Usque tandem, Brasil?


Logo na segunda-feira, a alegria da eleição cedeu lugar a um anticlímax do subterrâneo do esgoto

SE O COMPARECIMENTO às urnas não fosse obrigatório, eu daria as caras do mesmo jeito, sinto uma alegria imensa em participar de eleições.
Desta vez não foi diferente, a bocó assumida aqui deixou a cabine de votação emocionada e certa de ter cumprido da melhor maneira a tarefa enxadrística a que se propôs.
Tínhamos à disposição três candidatos presidenciais de dar inveja a qualquer democracia mais madura do que a nossa, um par de candidatos a governador e outro a senador que não nos desonram e dezenas de postulantes ao Congresso e à Assembleia que podem dar excelentes contribuições ao país.
Depois de muito estudar o tabuleiro, votei orgulhosa e passei o resto do domingo comovida da silva por ver tudo funcionando de forma tão plácida e lubrificada.
Mas, logo na segunda-feira, a alegria da eleição cedeu lugar a um anticlímax do subterrâneo do esgoto. Ninguém teria um "ai" a dizer se Dilma deixasse de ganhar no primeiro turno porque o pessoal se recusou a entrar na onda do plebiscito do Lula ou porque Marina conseguiu crescer ao explorar melhor a internet como "ferramenta".

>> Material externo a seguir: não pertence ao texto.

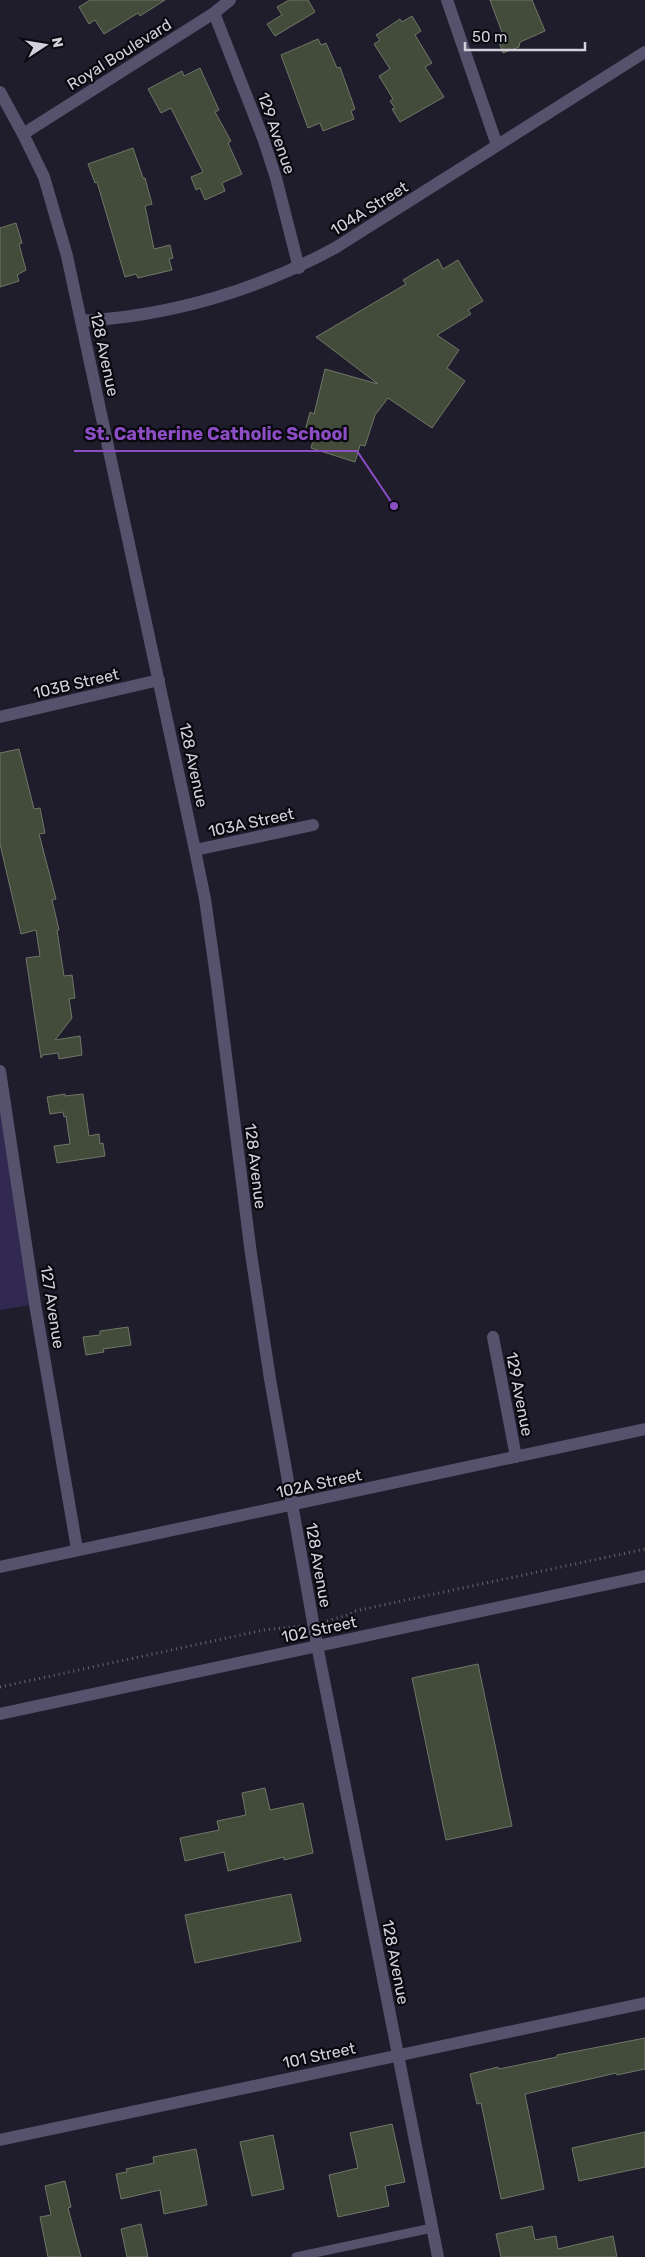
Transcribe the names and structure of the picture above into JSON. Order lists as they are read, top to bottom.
{
  "streets": {
    "street": [
      "Royal Boulevard",
      "129 Avenue",
      "104A Street",
      "128 Avenue",
      "103B Street",
      "103A Street",
      "127 Avenue",
      "102A Street",
      "102 Street",
      "101 Street"
    ]
  },
  "crossings": [
    ["Royal Boulevard", "129 Avenue"],
    ["Royal Boulevard", "128 Avenue"],
    ["129 Avenue", "104A Street"],
    ["129 Avenue", "102A Street"],
    ["104A Street", "128 Avenue"],
    ["128 Avenue", "103B Street"],
    ["128 Avenue", "103A Street"],
    ["128 Avenue", "102A Street"],
    ["128 Avenue", "102 Street"],
    ["128 Avenue", "101 Street"],
    ["127 Avenue", "102A Street"]
  ],
  "places": ["St. Catherine Catholic School"],
  "scale_bar": "50 m",
  "north": "right"
}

Mas o primeiro turno parece ter sido decidido por gente que não quer na Presidência quem seja favorável à descriminalização do aborto. Diga lá: não dá vontade de passar a mão no primeiro bote inflável que estiver no meio do caminho e remar até a costa africana?
Há quantos anos discute-se o aborto no país? Não é possível que ainda estejamos estacionados no patamar do estigma religioso. Vai levar quanto tempo, quanto sofrimento e quantos filhos indesejados que entram para a criminalidade antes que a conversa vire assunto de interesse da saúde pública?

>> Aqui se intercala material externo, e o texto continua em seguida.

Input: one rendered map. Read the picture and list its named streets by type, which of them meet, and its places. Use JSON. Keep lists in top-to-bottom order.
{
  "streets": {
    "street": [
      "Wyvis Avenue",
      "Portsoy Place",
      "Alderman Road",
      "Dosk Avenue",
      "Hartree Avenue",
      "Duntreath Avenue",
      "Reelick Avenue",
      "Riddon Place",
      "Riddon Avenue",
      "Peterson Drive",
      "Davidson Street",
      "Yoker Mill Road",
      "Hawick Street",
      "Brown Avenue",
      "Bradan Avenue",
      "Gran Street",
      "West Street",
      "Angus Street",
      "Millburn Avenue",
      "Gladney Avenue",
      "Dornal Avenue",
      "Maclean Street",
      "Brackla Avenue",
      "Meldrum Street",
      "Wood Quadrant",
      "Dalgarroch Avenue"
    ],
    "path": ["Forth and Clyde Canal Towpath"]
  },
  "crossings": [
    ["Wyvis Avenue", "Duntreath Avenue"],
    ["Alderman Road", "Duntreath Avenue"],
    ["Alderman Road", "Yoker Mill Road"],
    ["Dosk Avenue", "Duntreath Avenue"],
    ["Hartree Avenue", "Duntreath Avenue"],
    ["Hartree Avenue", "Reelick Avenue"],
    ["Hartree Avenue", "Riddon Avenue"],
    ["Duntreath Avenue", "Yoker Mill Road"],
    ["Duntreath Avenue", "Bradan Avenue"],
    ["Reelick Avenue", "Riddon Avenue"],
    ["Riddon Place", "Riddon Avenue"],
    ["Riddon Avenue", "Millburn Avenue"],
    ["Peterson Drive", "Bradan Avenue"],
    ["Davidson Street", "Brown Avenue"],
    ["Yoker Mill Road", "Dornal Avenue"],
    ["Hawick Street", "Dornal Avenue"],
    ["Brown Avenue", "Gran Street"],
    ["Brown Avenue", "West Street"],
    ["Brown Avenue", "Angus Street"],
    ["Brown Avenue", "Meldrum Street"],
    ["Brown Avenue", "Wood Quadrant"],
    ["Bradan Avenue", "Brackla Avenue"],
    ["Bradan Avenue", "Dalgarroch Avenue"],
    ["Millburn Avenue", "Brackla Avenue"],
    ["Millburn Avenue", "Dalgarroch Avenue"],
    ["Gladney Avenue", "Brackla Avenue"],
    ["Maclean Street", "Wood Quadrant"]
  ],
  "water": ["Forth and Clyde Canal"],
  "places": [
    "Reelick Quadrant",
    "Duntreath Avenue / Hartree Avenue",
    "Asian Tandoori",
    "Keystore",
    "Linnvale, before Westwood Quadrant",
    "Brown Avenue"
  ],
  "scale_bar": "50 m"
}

Não seria uma única ocorrência obscurantista na eleição a me despir da fé nesta democracia linda que não elegeu Agnaldo Timóteo, Maguila, Ronaldo Esper, Marcelinho Carioca, Dinei, Vampeta, Ana Paula Junqueira, o Kiko do KLB e Walter Feldman.

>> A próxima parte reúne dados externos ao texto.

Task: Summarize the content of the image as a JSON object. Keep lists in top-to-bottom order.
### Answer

E mesmo os 134.646.180 milhões de eleitores tapuias que não votaram em Tiririca não devem desanimar. Ao menos, o palhaço, que sempre atuou na TV ajudado pelo ponto eletrônico, não conseguiu quase meio milhão de votos depois de fazer túnel superfaturado nem é procurado pela Interpol.
Ainda estava refletindo sobre o amadurecimento do país na quarta-feira ao meio-dia quando recebi um telefonema dizendo que a casa de minha mãe tinha sido roubada pela segunda vez.
Cinco fortões com armas de todos os calibres entraram e renderam a ela e à empregada. Quando cheguei lá às 14h40, praticamente tive de usar material de alpinista para ultrapassar as montanhas de roupas, documentos e objetos jogados por todos os lados.
Embora não demonstre nem se deixe abater, minha mãe tem quase a idade de Enoque, pai de Matusalém. Disse-me que um dos ladrões fazia questão de repetir: "Eu sou ladrão", com orgulho da "profissão".
Quando o regime militar cedeu o poder aos civis, achávamos que a democracia daria jeito, que bastava implantar o estado de direito para que tudo se acertasse.
Hoje, passada uma geração dessa transição, já deu para perceber que fazer o Brasil entrar nos eixos vai levar muito mais tempo, empenho e otimismo do que o previsto.